The 3-inch 20-gauge Model 21
Published comments by Jack O'Connor and Warren Page


Jack O'Connor

Outdoor Life November, 1951; page 66.
...One big concern has been experimenting with the 20 gauge guns chambering 3-in. shells containing 1 1/4 oz. of shot. Get a load of that! ....

Outdoor Life, March, 1958, page 114

...I borrowed a Model 21 for the 3-in. shells from Jack Boone, Winchester sales manager, some years ago and liked it so much that I bought one. Winchester was a bit skeptical about making it up with 26-in. barrels, but did so anyway. Barrels are bored modified left and full right and the gun weighs 6 3/4 lb. Both barrels pattern beautifully with either 2 3/4 or 3-in. shells.
    The little gun is the finest all-around shotgun I've ever owned, and I use it on everything from quail to ducks about three fourths of the time....

Complete Book of Rifles and Shotguns, 1961 First Edition

...In the old days many citizens liked 3-inch 20- and 16-gauge shells with what were then considered heavy loads of shot for duck shooting.
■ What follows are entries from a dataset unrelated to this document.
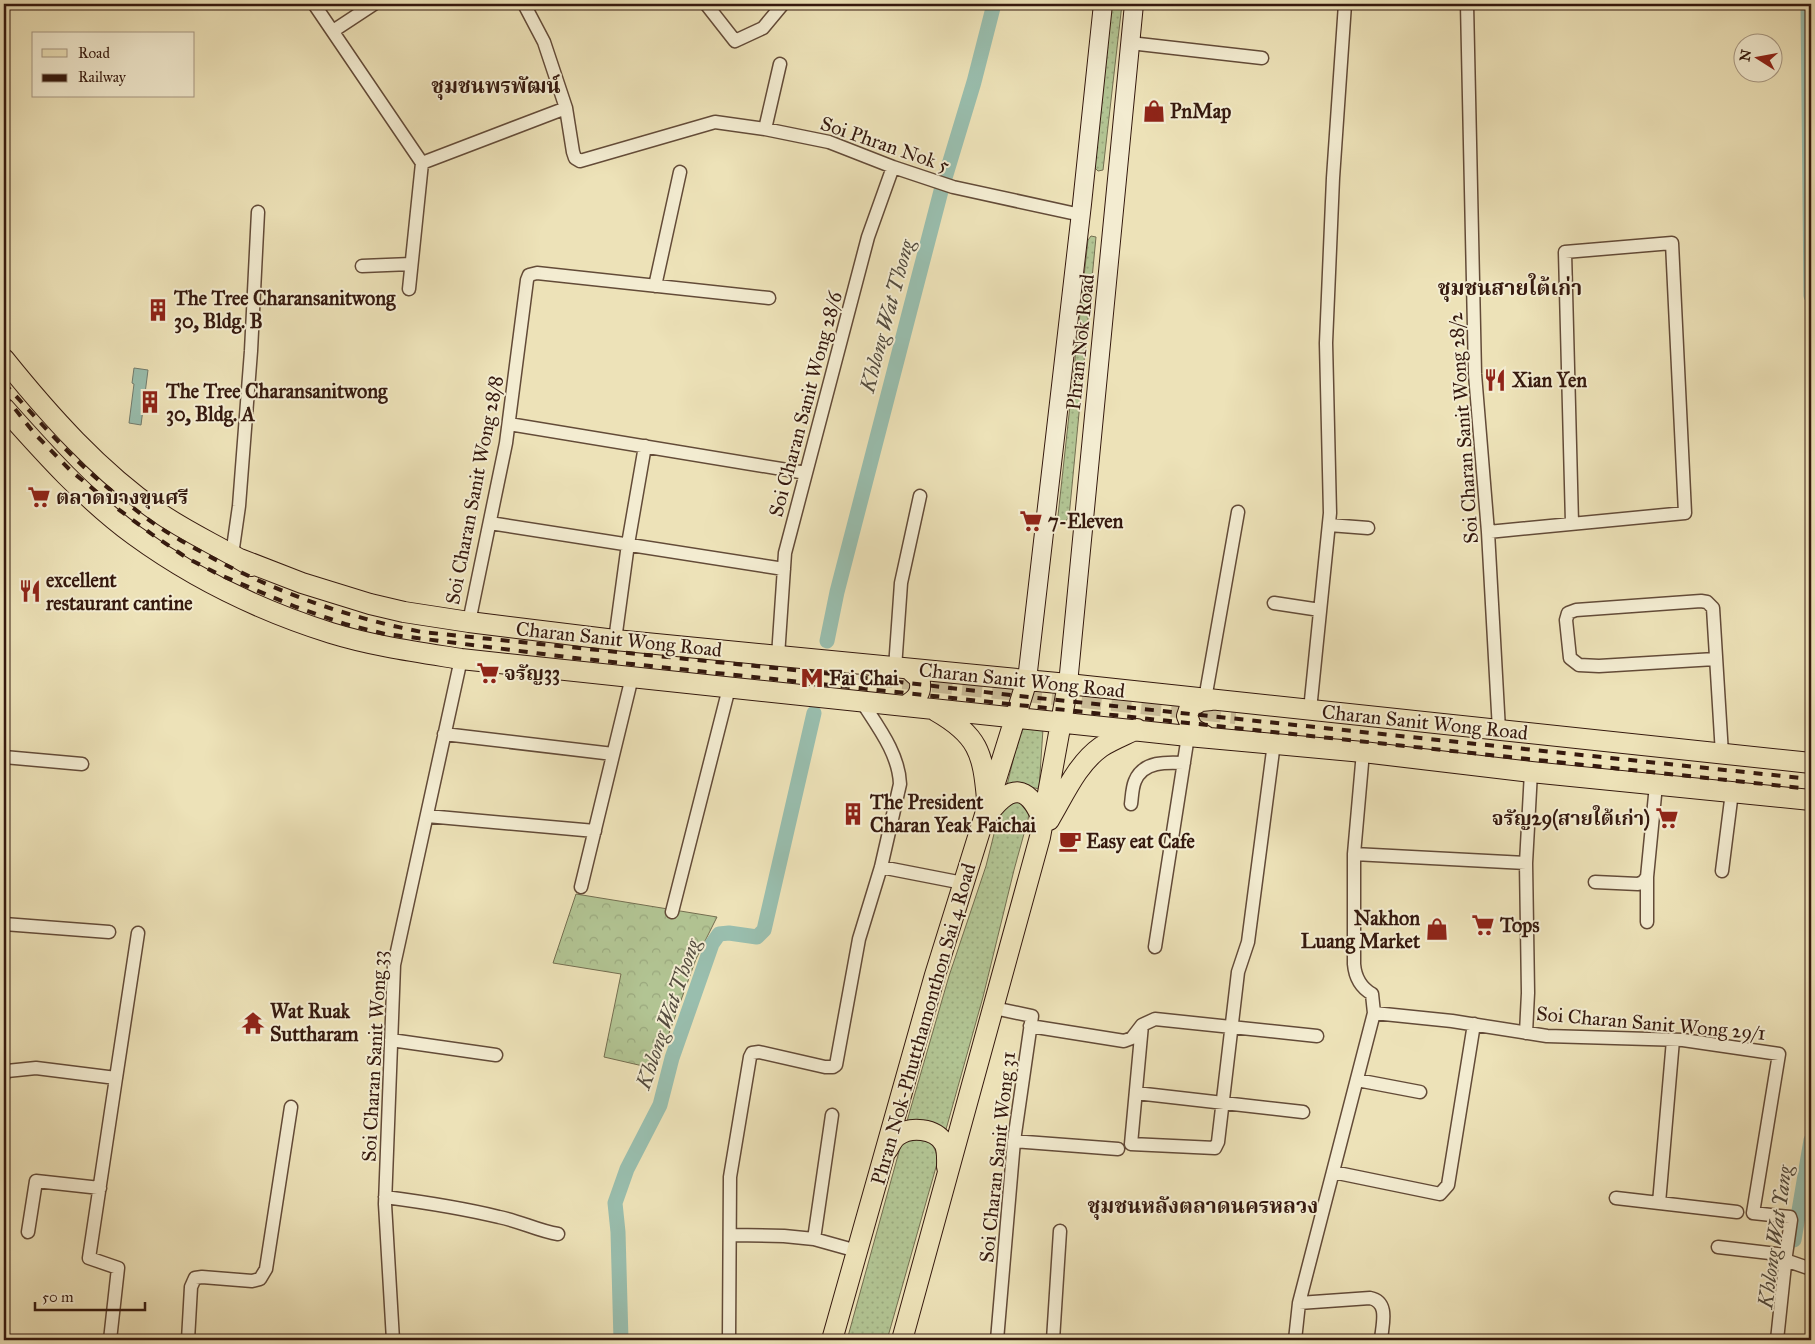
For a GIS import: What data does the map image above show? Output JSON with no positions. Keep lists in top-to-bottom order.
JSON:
{
  "streets": {
    "main road": ["Phran Nok Road", "Charan Sanit Wong Road", "Phran Nok-Phutthamonthon Sai 4 Road"],
    "street": [
      "Soi Phran Nok 5",
      "Soi Charan Sanit Wong 28/6",
      "Soi Charan Sanit Wong 28/2",
      "Soi Charan Sanit Wong 28/8",
      "Soi Charan Sanit Wong 29/1",
      "Soi Charan Sanit Wong 33",
      "Soi Charan Sanit Wong 31"
    ]
  },
  "crossings": [
    ["Soi Phran Nok 5", "Phran Nok Road"],
    ["Soi Phran Nok 5", "Soi Charan Sanit Wong 28/6"],
    ["Phran Nok Road", "Charan Sanit Wong Road"],
    ["Phran Nok Road", "Phran Nok-Phutthamonthon Sai 4 Road"],
    ["Soi Charan Sanit Wong 28/6", "Charan Sanit Wong Road"],
    ["Soi Charan Sanit Wong 28/2", "Charan Sanit Wong Road"],
    ["Soi Charan Sanit Wong 28/8", "Charan Sanit Wong Road"],
    ["Charan Sanit Wong Road", "Soi Charan Sanit Wong 29/1"],
    ["Charan Sanit Wong Road", "Phran Nok-Phutthamonthon Sai 4 Road"],
    ["Charan Sanit Wong Road", "Soi Charan Sanit Wong 33"]
  ],
  "districts": ["ชุมชนพรพัฒน์", "ชุมชนสายใต้เก่า", "ชุมชนหลังตลาดนครหลวง"],
  "water": ["Khlong Wat Thong", "Khlong Wat Yang"],
  "places": {
    "shop": ["PnMap", "Nakhon Luang Market"],
    "building": ["The Tree Charansanitwong 30, Bldg. B", "The Tree Charansanitwong 30, Bldg. A", "The President Charan Yeak Faichai"],
    "restaurant": ["Xian Yen", "excellent restaurant cantine"],
    "supermarket": [
      "ตลาดบางขุนศรี",
      "7-Eleven",
      "จรัญ33",
      "จรัญ29(สายใต้เก่า)",
      "Tops"
    ],
    "metro station": ["Fai Chai"],
    "cafe": ["Easy eat Cafe"],
    "temple": ["Wat Ruak Suttharam"]
  },
  "legend": ["Road", "Railway"],
  "scale_bar": "50 m",
  "north": "left"
}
Repeaters wouldn't handle the long shells and they died off. In 16 gauge, so far as I know, they have never been revived, but for years various knowledgeable shots around the Winchester and Western plants were using Model 21 Winchester doubles for 3-inch 20-gauge shells on ducks, and a few years ago these manufacturers put the shells on the open market.
    I have a 20-gauge Model 21 for the 3-inch magnum shell and I love it...

Outdoor Life, September, 1965, page 74.

...    Winchester executives are responsible for the current popularity of the 20 gauge Magnum with the 3-in. case. Not long after World War II, I began to hear by the grapevine that some of the big wheels of Winchester-Western had been getting Model 21 Winchester doubles made for 3-in. and had been shooting 1-1/8 oz. of shot on ducks with great success. I borrowed a long-chambered 20, used it, and liked it. As we have seen, I have had such a Model 21 for over 10 years...

Warren Page

Gun Digest, 1954 "What's New with Winchester?  p. 184-185
...Another Winchester-Western development fills the needs of fewer shooter, but it may serve to stand part of the shotgun world on its tin ear.  That's a 3-inch 20-gauge shell, a 20-bore Magnum.
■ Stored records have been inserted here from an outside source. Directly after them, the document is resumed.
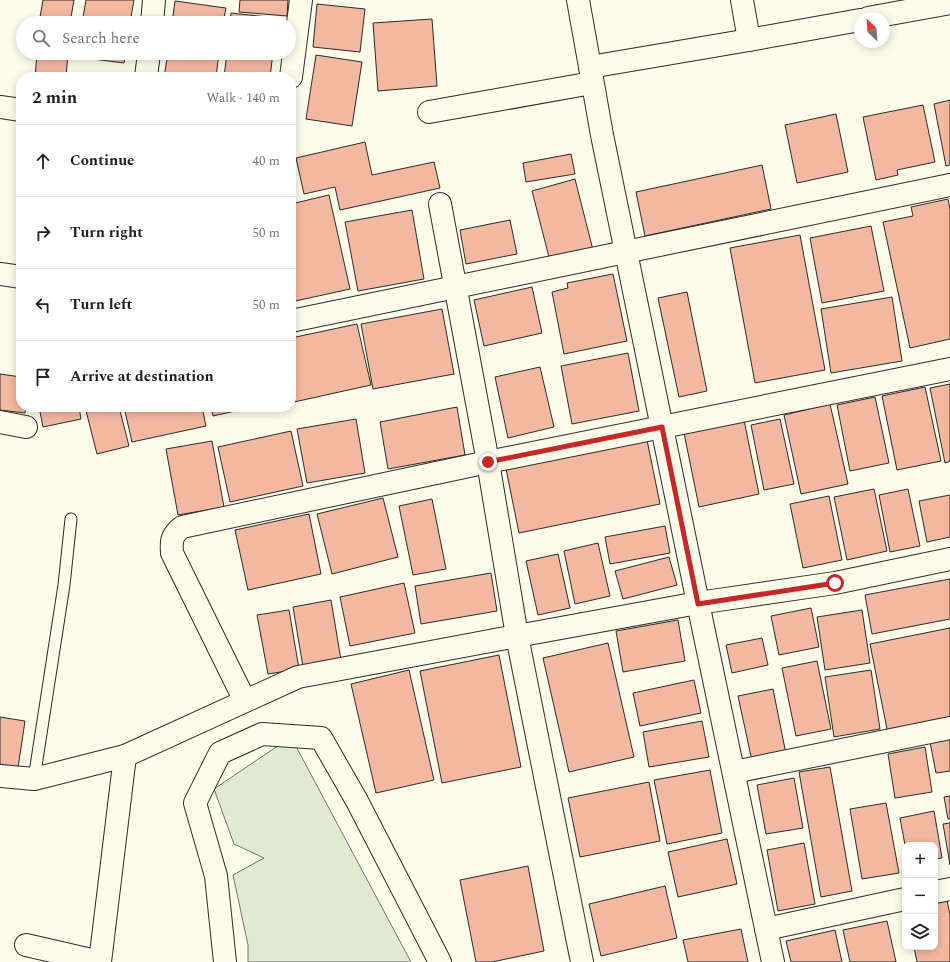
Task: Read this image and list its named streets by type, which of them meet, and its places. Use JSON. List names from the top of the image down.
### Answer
{
  "north": "top left",
  "page": {
    "search": "Search here",
    "heading": ["2 min", "Walk · 140 m"],
    "list": [
      ["Continue", "40 m"],
      ["Turn right", "50 m"],
      ["Turn left", "50 m"],
      "Arrive at destination"
    ],
    "map_buttons": ["+", "−"]
  }
}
     It's not exactly new, in that such loads have been field-tested for a number of years by top brass in the Olin Industries plants, among them devoted and skilled waterfowlers like John and Spencer Olin, Mississippi Flyway duck shooters who followed them into a blind may have been mystified by the extra-long 20-gauge empties--not that the expert shotgunnery of the Olins leaves many empties littering the blind even on a limit day-but keeping up this small mystery was all to the good, since long testing insured that there were no bugs left in the load before its release to the public.

... The only gun factory-chambered for the new 3-incher right now is Winchester's Model 21 double, the only top-quality side-by-side made in this country today, and the 21 is of course no gun for the gink with a slim wallet, not at a starting price of over $300.   The birdies tell me that Winchester does not at present intend to chamber the Model 12 slide action for the new 3-incher; and what the possibility is of re-chambering other doubles or over-unders for the new hull remains to be seen.  No dice for any lightweight or any but the stoutest actions, that's for sure.  So the 3-inch 20-gauge is a specialty for the well-heeled so far, but what a specialty for the Model 21 fan for his second tight-bored set of barrels!